I hated AA when I first got into the meetings so I left. I didn't drink. My wife stopped drinking and I helped her to relapse by answering NO to the question she rolling around in her head 24/7. Am I an alcoholic? She went back out and then I couldn't find her anymore as a spouse. I still didn't drink but I was certifiably insane...just as insane as when I did on this time it felt worse because I wasn't using the anesthesia of alcohol to block out reality. I refused do and didn't do my own assessment until 9 years later without alcohol and not being in AA. Did I relapse? Alcoholism isn't only a physical disease. It affects the mind, spirit and emotions also and it could be honestly said that during that 9 years I dry drunked quite a bit. I displayed the mannerisms and behaviors of a wet drunk even though I had not drank and was firmly inside of the Al-Anon Family Groups working the same 12steps and Traditions and slogans and literature as AA.

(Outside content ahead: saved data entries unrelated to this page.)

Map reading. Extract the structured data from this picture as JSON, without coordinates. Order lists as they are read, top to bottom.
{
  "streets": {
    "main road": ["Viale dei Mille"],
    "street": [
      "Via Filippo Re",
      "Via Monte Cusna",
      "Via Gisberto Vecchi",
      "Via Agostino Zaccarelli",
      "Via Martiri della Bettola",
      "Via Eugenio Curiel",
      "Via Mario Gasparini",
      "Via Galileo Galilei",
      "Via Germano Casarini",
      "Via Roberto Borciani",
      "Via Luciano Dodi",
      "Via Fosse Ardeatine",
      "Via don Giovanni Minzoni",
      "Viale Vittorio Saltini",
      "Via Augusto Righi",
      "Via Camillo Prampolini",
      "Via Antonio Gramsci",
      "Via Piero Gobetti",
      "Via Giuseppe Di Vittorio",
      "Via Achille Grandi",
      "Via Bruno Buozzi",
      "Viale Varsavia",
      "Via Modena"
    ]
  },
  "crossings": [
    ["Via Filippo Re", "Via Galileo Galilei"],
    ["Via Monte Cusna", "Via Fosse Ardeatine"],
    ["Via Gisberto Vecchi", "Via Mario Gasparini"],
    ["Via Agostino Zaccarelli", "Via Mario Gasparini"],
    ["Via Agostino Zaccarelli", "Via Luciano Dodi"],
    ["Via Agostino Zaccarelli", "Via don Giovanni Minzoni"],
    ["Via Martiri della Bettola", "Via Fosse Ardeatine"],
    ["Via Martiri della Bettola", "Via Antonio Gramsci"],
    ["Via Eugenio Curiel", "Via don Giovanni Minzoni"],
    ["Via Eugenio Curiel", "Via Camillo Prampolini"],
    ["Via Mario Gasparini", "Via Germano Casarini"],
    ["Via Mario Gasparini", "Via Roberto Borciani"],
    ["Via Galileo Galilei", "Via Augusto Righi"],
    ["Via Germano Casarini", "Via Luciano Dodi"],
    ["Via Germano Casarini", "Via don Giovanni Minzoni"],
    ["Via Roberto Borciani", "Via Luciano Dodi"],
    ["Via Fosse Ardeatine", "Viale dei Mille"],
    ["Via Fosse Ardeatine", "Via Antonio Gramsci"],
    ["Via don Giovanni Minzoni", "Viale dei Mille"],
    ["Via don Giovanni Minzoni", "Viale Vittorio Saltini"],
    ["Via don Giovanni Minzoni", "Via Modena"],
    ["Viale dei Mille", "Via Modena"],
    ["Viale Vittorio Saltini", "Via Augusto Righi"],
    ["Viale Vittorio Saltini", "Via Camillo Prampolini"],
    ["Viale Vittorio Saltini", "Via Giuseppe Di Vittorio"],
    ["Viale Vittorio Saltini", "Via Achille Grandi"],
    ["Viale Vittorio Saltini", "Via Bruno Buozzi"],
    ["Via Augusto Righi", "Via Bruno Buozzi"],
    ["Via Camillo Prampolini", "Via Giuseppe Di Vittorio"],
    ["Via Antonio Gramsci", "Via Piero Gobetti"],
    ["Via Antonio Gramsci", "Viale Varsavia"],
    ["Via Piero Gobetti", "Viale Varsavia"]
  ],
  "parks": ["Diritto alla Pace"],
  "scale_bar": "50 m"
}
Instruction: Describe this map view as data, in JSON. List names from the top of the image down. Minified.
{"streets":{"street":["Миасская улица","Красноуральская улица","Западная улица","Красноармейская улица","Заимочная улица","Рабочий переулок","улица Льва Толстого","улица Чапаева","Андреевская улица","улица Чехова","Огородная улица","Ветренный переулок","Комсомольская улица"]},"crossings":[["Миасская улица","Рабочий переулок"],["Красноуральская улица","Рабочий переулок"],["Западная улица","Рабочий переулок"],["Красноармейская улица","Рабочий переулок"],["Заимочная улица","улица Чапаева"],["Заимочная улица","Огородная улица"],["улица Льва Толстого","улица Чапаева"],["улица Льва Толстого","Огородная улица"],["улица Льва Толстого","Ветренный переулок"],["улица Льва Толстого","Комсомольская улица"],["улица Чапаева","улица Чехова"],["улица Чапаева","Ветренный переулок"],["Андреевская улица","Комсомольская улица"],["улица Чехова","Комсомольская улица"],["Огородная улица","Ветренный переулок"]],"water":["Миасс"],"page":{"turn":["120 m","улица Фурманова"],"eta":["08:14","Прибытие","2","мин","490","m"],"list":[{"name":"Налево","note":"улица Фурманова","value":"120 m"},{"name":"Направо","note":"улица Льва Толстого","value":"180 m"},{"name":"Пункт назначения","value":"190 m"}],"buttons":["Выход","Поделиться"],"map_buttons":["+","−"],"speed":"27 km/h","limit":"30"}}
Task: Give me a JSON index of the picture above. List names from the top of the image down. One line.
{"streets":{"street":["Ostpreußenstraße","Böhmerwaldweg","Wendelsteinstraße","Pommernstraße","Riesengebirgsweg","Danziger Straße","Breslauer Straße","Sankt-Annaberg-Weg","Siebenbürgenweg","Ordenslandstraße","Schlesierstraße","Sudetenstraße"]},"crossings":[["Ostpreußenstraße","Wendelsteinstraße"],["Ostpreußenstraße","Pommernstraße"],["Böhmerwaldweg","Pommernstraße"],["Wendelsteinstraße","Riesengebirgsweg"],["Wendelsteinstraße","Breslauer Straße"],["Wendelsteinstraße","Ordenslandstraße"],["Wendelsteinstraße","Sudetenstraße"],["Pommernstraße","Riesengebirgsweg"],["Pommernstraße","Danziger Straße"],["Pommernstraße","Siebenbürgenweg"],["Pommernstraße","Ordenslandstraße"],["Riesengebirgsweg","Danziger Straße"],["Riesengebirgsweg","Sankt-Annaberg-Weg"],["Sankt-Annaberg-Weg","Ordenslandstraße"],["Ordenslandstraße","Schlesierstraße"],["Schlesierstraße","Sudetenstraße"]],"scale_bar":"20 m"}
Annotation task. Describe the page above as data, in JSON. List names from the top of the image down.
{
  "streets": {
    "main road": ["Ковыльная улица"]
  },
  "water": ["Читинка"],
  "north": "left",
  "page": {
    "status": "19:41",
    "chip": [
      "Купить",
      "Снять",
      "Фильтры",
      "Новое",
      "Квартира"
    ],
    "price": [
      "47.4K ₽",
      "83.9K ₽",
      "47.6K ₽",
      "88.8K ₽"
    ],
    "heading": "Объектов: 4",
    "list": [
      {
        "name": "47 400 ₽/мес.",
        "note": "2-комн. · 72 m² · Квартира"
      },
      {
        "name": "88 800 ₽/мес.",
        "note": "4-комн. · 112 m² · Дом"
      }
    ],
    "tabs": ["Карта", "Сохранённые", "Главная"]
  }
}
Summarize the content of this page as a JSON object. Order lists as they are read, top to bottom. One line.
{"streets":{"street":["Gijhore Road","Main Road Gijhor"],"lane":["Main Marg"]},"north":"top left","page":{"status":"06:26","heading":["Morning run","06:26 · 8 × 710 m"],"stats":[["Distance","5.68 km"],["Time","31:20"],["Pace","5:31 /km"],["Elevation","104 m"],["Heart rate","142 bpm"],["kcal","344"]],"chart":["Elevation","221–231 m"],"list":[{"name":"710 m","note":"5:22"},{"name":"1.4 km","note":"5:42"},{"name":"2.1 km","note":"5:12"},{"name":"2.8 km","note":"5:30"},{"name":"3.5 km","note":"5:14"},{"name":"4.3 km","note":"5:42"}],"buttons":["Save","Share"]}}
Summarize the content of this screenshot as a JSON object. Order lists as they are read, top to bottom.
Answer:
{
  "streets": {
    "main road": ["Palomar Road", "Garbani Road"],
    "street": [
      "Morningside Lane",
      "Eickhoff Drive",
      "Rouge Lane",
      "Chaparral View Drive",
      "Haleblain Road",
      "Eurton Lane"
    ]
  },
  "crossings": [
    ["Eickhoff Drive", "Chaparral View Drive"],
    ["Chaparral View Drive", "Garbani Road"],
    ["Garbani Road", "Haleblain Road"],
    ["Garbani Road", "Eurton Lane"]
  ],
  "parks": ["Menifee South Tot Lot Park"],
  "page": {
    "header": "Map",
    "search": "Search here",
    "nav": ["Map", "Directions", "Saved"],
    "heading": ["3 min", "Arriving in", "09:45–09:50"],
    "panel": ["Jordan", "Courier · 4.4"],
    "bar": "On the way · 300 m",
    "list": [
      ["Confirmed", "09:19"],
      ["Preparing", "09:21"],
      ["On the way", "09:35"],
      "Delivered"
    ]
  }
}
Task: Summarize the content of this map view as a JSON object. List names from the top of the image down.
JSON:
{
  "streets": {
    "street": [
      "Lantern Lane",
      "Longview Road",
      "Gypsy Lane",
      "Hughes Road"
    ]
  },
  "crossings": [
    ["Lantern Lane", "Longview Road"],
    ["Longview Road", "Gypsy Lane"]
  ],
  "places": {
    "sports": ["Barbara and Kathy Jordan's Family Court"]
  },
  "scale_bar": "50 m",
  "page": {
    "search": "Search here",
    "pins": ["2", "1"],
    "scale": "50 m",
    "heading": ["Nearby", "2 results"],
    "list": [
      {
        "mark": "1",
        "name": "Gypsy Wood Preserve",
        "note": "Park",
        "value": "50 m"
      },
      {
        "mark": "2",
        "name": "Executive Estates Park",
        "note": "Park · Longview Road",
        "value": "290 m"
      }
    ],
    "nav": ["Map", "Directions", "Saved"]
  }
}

What I know today about the disease and how it manifests itself within me is that I am a chemically tollerant alcoholic. One that can overly drink without the outside evidence. I rarely seemed drunk and then the measurements we used were pretty small huh? There were and are other measurements and they are revealed thru a through assessment.
Do I still have drinking thoughts? Yes and sometimes pretty often. Do I still have drinking dreams? Yes and still vividly and expansive (the volume of alcohol grows). Do I still have drinking memories which were painful that I still think had a measure of fun to them? Yes to that also. There is more of course. There is always more and that is why our program is a lifetime program.
I've been around a while. Presently, the last 15+ years of my recovery, I hang close to those who have relapsed by physically going out and drinking again. Why, because I know how cunning, powerful and baffling the disease is. I know that for 25 years of my life it owned me not the other way around and that it is patient, willing to wait as I practice my program for the appropriate time and place for it (not me for it) to represent itself. Recovery is a waiting period I choose to wait within the program rather than any other condition. I am not as immortal as I once thought. Relapsers teach me that everyday for which I am grateful.
I only know like 2 ppl in the program who stayed sober since their first meeting. Oneguy has like 33yrs and the other somewhere around 25.
I know many ppl with long term sobriety today who will share that it took them 10, 17, 20 yrs, or however long to 'get' the program and finally surrender.
I was in and out of meetings for 2 yrs before I realized that If I didnt stop drinking I was going to die. I havent had a drink for 5 yrs now and I pray I NEVER forget my last drunk. Any time I drank prior to this .. it was pre-planned. And I discovered that a relapse doesnt start with a drink, it ends with one !
Today I am convinced that Im one drink away from death.
I almost feel like I am jinxing myself saying this, but I haven't relapsed since my first AA meeting 14 months ago. In just about every way, AA was exactly what I needed and it continues to be. This being said, I would not hold myself up as any poster boy for AA...I would hold up a poster for AA for all of us though :)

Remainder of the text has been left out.